British popular historian and television presenter Dan Snow is her nephew.

Academic career
From 1975 to 2002, she was a professor of history at Ryerson University in Toronto, including five years as department chair. She was Provost of Trinity College, Toronto from 2002 to 2007. From 2007 to 2017, she was Warden of St Antony's College, Oxford, and Professor of International History at the University of Oxford. In December 2017, she became an honorary fellow at Lady Margaret Hall, Oxford.

She is the author of Women of the Raj. In addition to numerous articles and reviews on a variety of Canadian and world affairs, MacMillan has co-edited books dealing with Canada's international relations, including with NATO, and with Canadian–Australian relations.

From 1995 to 2003, MacMillan co-edited the International Journal, published by the Canadian Institute of International Affairs. She previously served as a member of the National Board of Directors of the CIIA, now the Canadian International Council, and currently sits on the International Journal's Editorial Board. She was the Young Memorial Visitor at Royal Military College of Canada in 2004 and delivered the J.D. Young Memorial Lecture on November 24, 2004.

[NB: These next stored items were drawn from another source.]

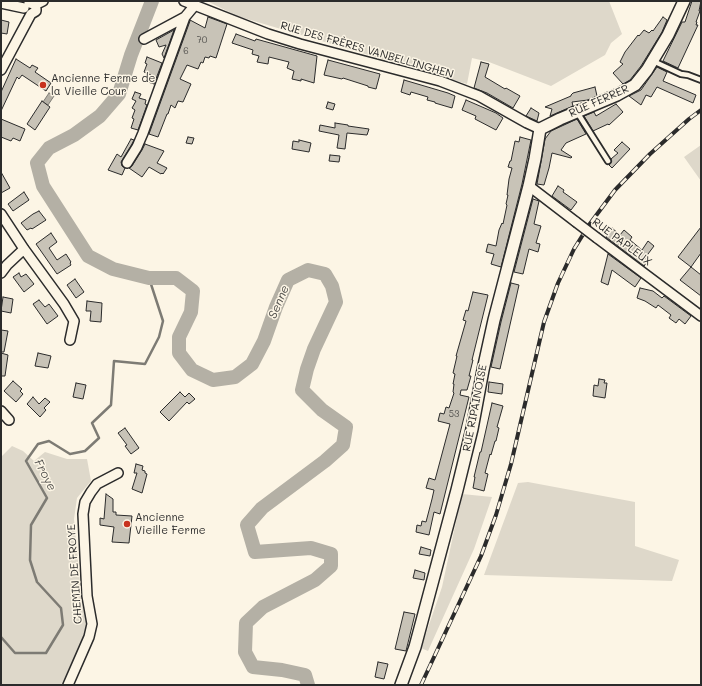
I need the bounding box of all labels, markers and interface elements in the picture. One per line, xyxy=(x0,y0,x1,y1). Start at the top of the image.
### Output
street label: RUE DES FRÈRES VANBELLINGHEN xyxy=(279,19,455,81)
house number: 70 xyxy=(197,35,207,45)
house number: 6 xyxy=(183,46,189,56)
place label: Ancienne Ferme de la Vieille Cour xyxy=(51,72,155,98)
marker: Ancienne Ferme de la Vieille Cour xyxy=(38,80,48,90)
street label: RUE FERRER xyxy=(567,82,631,120)
street label: RUE PAPLEUX xyxy=(590,215,654,269)
water label: Senne xyxy=(266,283,292,321)
street label: RUE RIPAINOISE xyxy=(460,363,490,453)
house number: 53 xyxy=(449,409,459,419)
water label: Froye xyxy=(31,457,59,493)
place label: Ancienne Vieille Ferme xyxy=(135,511,206,537)
marker: Ancienne Vieille Ferme xyxy=(122,519,132,529)
street label: CHEMIN DE FROYE xyxy=(65,524,85,624)

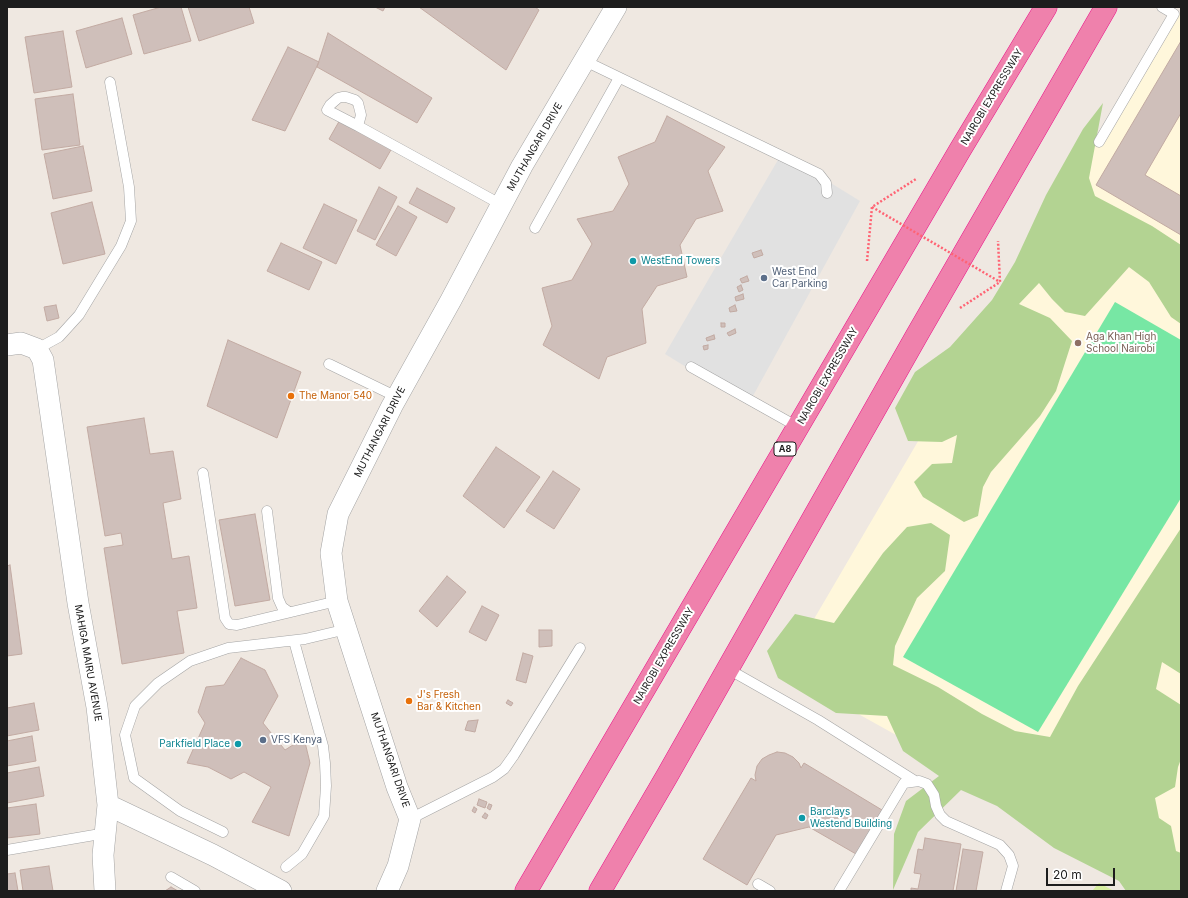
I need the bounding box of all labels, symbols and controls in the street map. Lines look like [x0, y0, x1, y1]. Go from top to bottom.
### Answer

MacMillan's research has focused on the British Empire in the late 19th and early 20th centuries and on international relations in the 20th century. Over the course of her career, she has taught a range of courses on the history of international relations. She is a member of the European Advisory Board of Princeton University Press.

Recognition and honours
 
Her most successful work is Peacemakers: The Paris Peace Conference of 1919 and Its Attempt to End War, also published as Paris 1919: Six Months That Changed the World. Peacemakers won the Duff Cooper Prize for outstanding literary work in the field of history, biography or politics; the Hessell-Tiltman Prize for History; the prestigious Samuel Johnson Prize for the best work of non-fiction published in the United Kingdom and the 2003 Governor General's Literary Award in Canada.

MacMillan has served on the boards of the Canadian Institute for International Affairs, the Atlantic Council of Canada, the Ontario Heritage Foundation, Historica and the Churchill Society for the Advancement of Parliamentary Democracy (Canada). She is a Fellow of the Royal Society of Literature, an Honorary Fellow of St Antony's College, Oxford and a Senior Fellow of Massey College, University of Toronto. She has honorary degrees from the University of King's College, the Royal Military College of Canada and Ryerson University, Toronto.

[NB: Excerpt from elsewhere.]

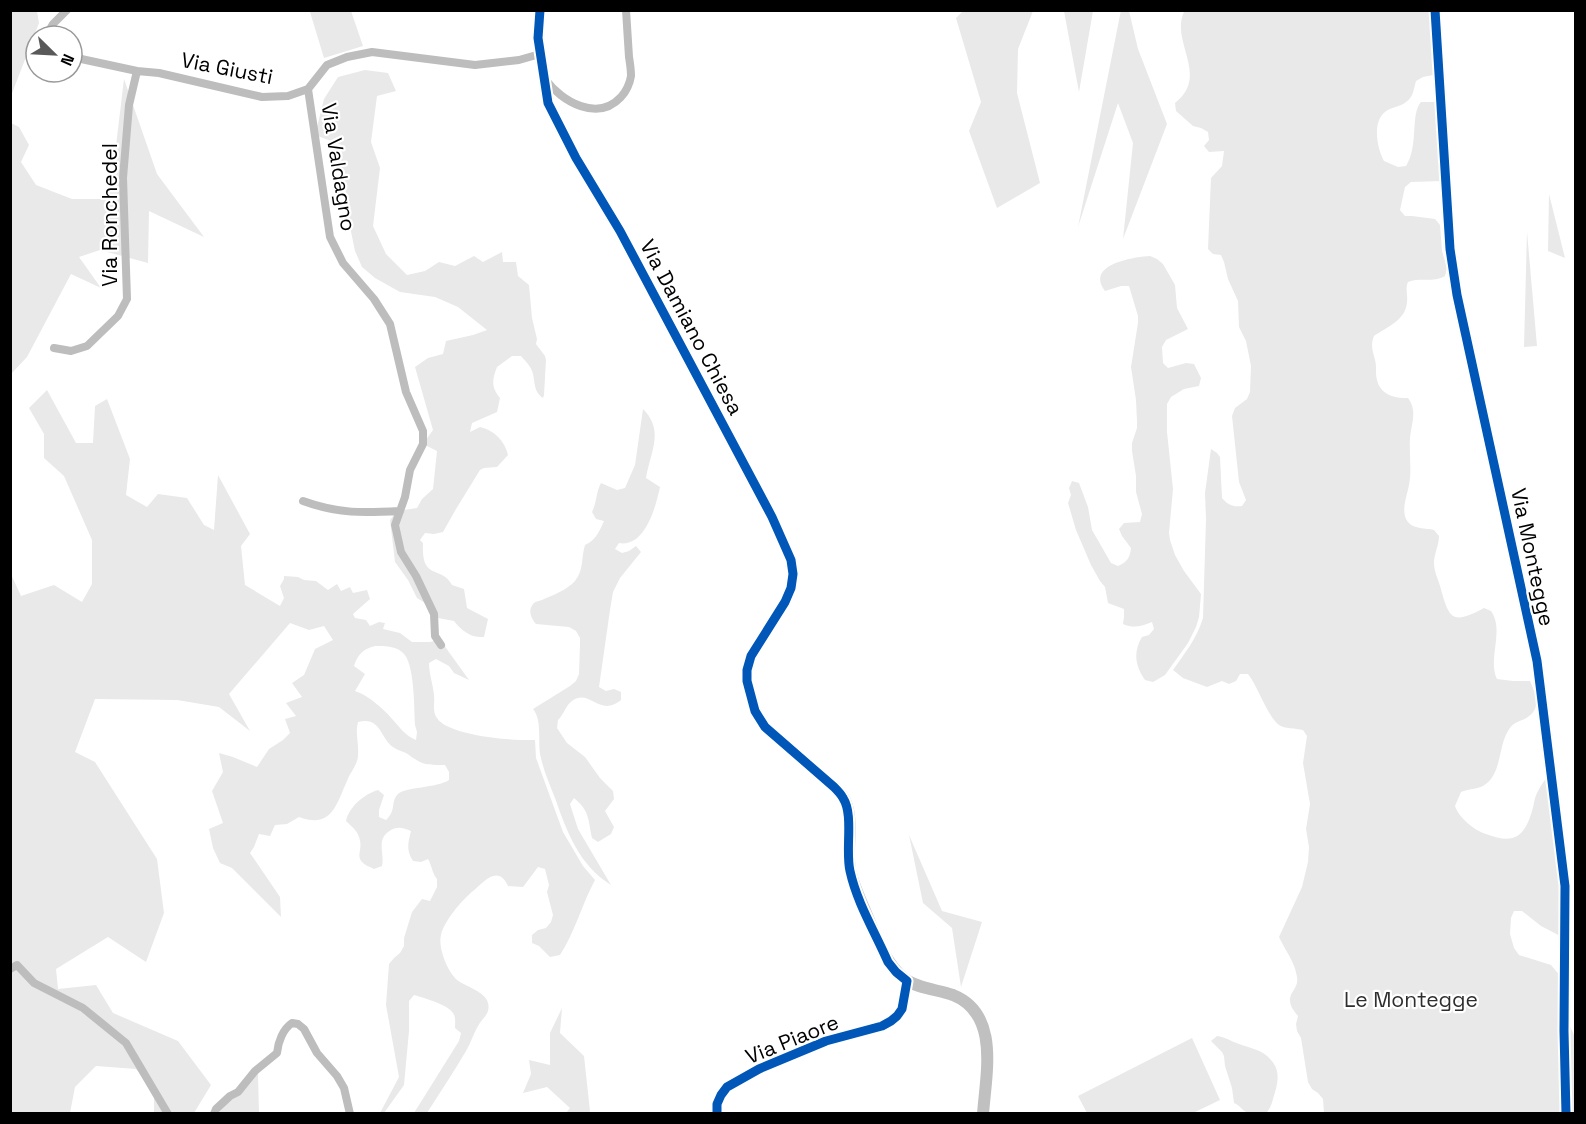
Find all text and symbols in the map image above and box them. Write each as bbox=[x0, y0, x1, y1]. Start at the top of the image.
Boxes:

She was made an Officer of the Order of Canada in February 2006. She was promoted to Companion of the Order of Canada on December 30, 2015, the highest grade of the honour. In 2017 while Theresa May was in power (among the New Year's honours of 2018), she was appointed a Member of the Order of the Companions of Honour.

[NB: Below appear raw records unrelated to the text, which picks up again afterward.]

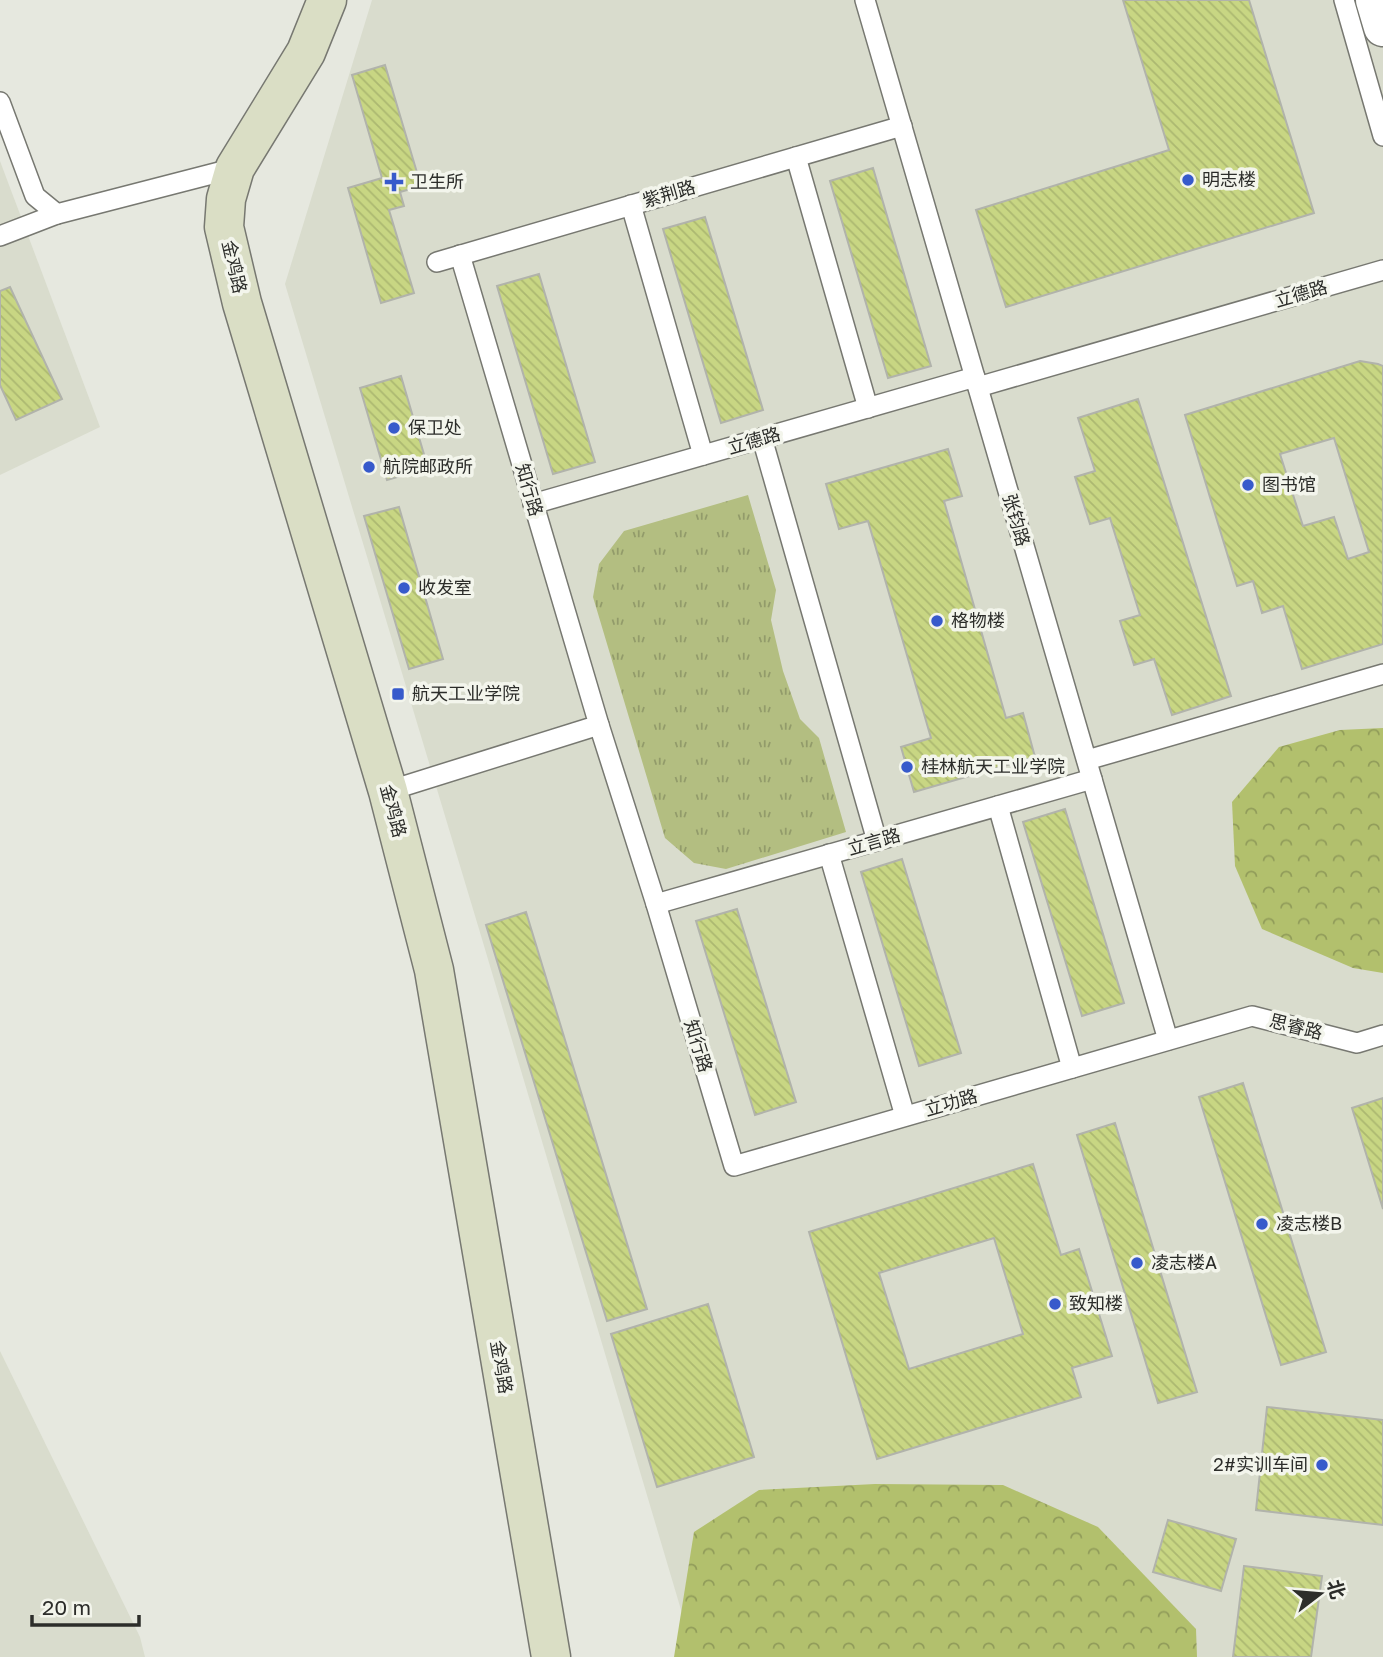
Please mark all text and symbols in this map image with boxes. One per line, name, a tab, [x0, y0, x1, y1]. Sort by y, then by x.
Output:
place label: 明志楼	[1202, 168, 1256, 190]
place label: 卫生所	[410, 170, 464, 192]
marker: 卫生所	[384, 172, 404, 192]
marker: 明志楼	[1180, 172, 1196, 188]
street label: 紫荆路	[640, 175, 698, 211]
street label: 金鸡路	[218, 238, 252, 296]
street label: 立德路	[1272, 275, 1330, 311]
place label: 保卫处	[408, 416, 462, 438]
marker: 保卫处	[386, 420, 402, 436]
street label: 立德路	[725, 422, 783, 458]
place label: 航院邮政所	[383, 455, 473, 477]
marker: 航院邮政所	[361, 459, 377, 475]
street label: 知行路	[512, 461, 548, 519]
place label: 图书馆	[1262, 473, 1316, 495]
marker: 图书馆	[1240, 477, 1256, 493]
street label: 张钧路	[999, 491, 1035, 549]
place label: 收发室	[418, 576, 472, 598]
marker: 收发室	[396, 580, 412, 596]
place label: 格物楼	[951, 609, 1005, 631]
marker: 格物楼	[929, 613, 945, 629]
place label: 航天工业学院	[412, 682, 520, 704]
marker: 航天工业学院	[390, 686, 406, 702]
place label: 桂林航天工业学院	[921, 755, 1065, 777]
marker: 桂林航天工业学院	[899, 759, 915, 775]
street label: 金鸡路	[376, 782, 412, 840]
street label: 立言路	[845, 823, 903, 859]
street label: 思睿路	[1267, 1009, 1325, 1043]
street label: 知行路	[681, 1017, 717, 1075]
street label: 立功路	[922, 1084, 980, 1120]
place label: 凌志楼B	[1276, 1212, 1342, 1234]
marker: 凌志楼B	[1254, 1216, 1270, 1232]
place label: 凌志楼A	[1151, 1251, 1217, 1273]
marker: 凌志楼A	[1129, 1255, 1145, 1271]
place label: 致知楼	[1069, 1292, 1123, 1314]
marker: 致知楼	[1047, 1296, 1063, 1312]
street label: 金鸡路	[486, 1338, 518, 1395]
place label: 2#实训车间	[1213, 1453, 1308, 1475]
marker: 2#实训车间	[1314, 1457, 1330, 1473]
north arrow	[1285, 1559, 1355, 1629]
text: 北	[1323, 1577, 1350, 1601]
scale bar	[32, 1584, 138, 1628]
text: 20 m	[42, 1594, 91, 1620]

On May 29, 2018, MacMillan received an Honorary Doctor of Letters from Memorial University in Newfoundland & Labrador.

In May 2019, MacMillan received an honorary degree from the American University of Paris.

In May 2020, MacMillan was admitted as an Honorary Fellow of the Learned Society of Wales.

She was made a member of the Order of Merit in 2022.

Articles and other media
MacMillan often appears in the popular and literary press, with a focus on events surrounding the First World War.  Examples in 2014 include her retrospective trip to Sarajevo on the centenary of the assassination of Archduke Franz Ferdinand, and interview wherein she saw similarities between then and 100 years before, remarked on the 2014 Crimean crisis and her perception that Vladimir Putin deplored Russia's place in contemporary politics, mentioned Iraq and the contention between China and Japan over the Senkaku Islands, and promoted the diplomatic corps.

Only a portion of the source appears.